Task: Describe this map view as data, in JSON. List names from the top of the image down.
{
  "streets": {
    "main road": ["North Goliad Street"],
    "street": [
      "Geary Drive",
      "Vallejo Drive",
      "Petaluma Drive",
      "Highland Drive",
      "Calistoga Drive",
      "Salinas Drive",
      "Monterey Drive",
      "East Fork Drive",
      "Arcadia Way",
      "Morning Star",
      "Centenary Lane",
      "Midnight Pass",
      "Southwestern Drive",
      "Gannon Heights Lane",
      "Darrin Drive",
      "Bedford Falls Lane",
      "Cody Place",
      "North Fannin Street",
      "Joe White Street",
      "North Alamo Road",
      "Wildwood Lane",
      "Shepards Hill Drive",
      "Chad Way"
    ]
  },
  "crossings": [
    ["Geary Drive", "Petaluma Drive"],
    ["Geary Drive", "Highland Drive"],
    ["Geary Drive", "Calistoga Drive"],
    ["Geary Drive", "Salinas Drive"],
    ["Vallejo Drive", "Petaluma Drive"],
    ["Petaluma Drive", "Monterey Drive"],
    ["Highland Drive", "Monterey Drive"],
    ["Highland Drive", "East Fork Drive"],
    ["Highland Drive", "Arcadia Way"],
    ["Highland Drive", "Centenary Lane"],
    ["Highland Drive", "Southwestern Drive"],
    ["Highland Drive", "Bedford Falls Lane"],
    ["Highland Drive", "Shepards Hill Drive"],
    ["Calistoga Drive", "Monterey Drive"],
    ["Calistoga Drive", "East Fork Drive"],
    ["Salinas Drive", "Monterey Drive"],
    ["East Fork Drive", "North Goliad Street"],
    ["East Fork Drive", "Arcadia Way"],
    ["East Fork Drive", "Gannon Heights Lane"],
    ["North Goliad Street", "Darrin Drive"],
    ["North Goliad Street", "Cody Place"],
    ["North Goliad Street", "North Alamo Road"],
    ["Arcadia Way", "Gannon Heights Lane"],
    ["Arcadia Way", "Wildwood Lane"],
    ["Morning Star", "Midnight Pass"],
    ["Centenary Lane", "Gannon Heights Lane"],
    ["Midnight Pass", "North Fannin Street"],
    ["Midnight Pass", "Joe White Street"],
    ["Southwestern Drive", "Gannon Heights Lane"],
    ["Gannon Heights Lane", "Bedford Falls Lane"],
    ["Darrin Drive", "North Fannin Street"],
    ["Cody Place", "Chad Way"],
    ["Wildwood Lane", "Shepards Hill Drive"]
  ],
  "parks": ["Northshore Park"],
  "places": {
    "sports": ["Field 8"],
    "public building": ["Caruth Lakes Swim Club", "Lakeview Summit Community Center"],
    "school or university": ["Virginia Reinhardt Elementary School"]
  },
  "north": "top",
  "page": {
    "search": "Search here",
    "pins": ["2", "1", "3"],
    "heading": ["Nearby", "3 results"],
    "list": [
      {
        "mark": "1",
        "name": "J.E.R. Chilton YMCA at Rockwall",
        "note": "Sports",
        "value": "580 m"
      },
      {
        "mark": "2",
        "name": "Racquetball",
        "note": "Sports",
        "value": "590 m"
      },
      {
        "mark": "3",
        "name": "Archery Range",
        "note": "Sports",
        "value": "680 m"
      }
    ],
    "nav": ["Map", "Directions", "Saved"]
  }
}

######

EXERCISE :: Every line of the material is to be set down again verbatim.

SOLVED EXERCISE ::
Task: Describe this map view as data, in JSON. List names from the top of the image down.
{
  "streets": {
    "main road": ["North Goliad Street"],
    "street": [
      "Geary Drive",
      "Vallejo Drive",
      "Petaluma Drive",
      "Highland Drive",
      "Calistoga Drive",
      "Salinas Drive",
      "Monterey Drive",
      "East Fork Drive",
      "Arcadia Way",
      "Morning Star",
      "Centenary Lane",
      "Midnight Pass",
      "Southwestern Drive",
      "Gannon Heights Lane",
      "Darrin Drive",
      "Bedford Falls Lane",
      "Cody Place",
      "North Fannin Street",
      "Joe White Street",
      "North Alamo Road",
      "Wildwood Lane",
      "Shepards Hill Drive",
      "Chad Way"
    ]
  },
  "crossings": [
    ["Geary Drive", "Petaluma Drive"],
    ["Geary Drive", "Highland Drive"],
    ["Geary Drive", "Calistoga Drive"],
    ["Geary Drive", "Salinas Drive"],
    ["Vallejo Drive", "Petaluma Drive"],
    ["Petaluma Drive", "Monterey Drive"],
    ["Highland Drive", "Monterey Drive"],
    ["Highland Drive", "East Fork Drive"],
    ["Highland Drive", "Arcadia Way"],
    ["Highland Drive", "Centenary Lane"],
    ["Highland Drive", "Southwestern Drive"],
    ["Highland Drive", "Bedford Falls Lane"],
    ["Highland Drive", "Shepards Hill Drive"],
    ["Calistoga Drive", "Monterey Drive"],
    ["Calistoga Drive", "East Fork Drive"],
    ["Salinas Drive", "Monterey Drive"],
    ["East Fork Drive", "North Goliad Street"],
    ["East Fork Drive", "Arcadia Way"],
    ["East Fork Drive", "Gannon Heights Lane"],
    ["North Goliad Street", "Darrin Drive"],
    ["North Goliad Street", "Cody Place"],
    ["North Goliad Street", "North Alamo Road"],
    ["Arcadia Way", "Gannon Heights Lane"],
    ["Arcadia Way", "Wildwood Lane"],
    ["Morning Star", "Midnight Pass"],
    ["Centenary Lane", "Gannon Heights Lane"],
    ["Midnight Pass", "North Fannin Street"],
    ["Midnight Pass", "Joe White Street"],
    ["Southwestern Drive", "Gannon Heights Lane"],
    ["Gannon Heights Lane", "Bedford Falls Lane"],
    ["Darrin Drive", "North Fannin Street"],
    ["Cody Place", "Chad Way"],
    ["Wildwood Lane", "Shepards Hill Drive"]
  ],
  "parks": ["Northshore Park"],
  "places": {
    "sports": ["Field 8"],
    "public building": ["Caruth Lakes Swim Club", "Lakeview Summit Community Center"],
    "school or university": ["Virginia Reinhardt Elementary School"]
  },
  "north": "top",
  "page": {
    "search": "Search here",
    "pins": ["2", "1", "3"],
    "heading": ["Nearby", "3 results"],
    "list": [
      {
        "mark": "1",
        "name": "J.E.R. Chilton YMCA at Rockwall",
        "note": "Sports",
        "value": "580 m"
      },
      {
        "mark": "2",
        "name": "Racquetball",
        "note": "Sports",
        "value": "590 m"
      },
      {
        "mark": "3",
        "name": "Archery Range",
        "note": "Sports",
        "value": "680 m"
      }
    ],
    "nav": ["Map", "Directions", "Saved"]
  }
}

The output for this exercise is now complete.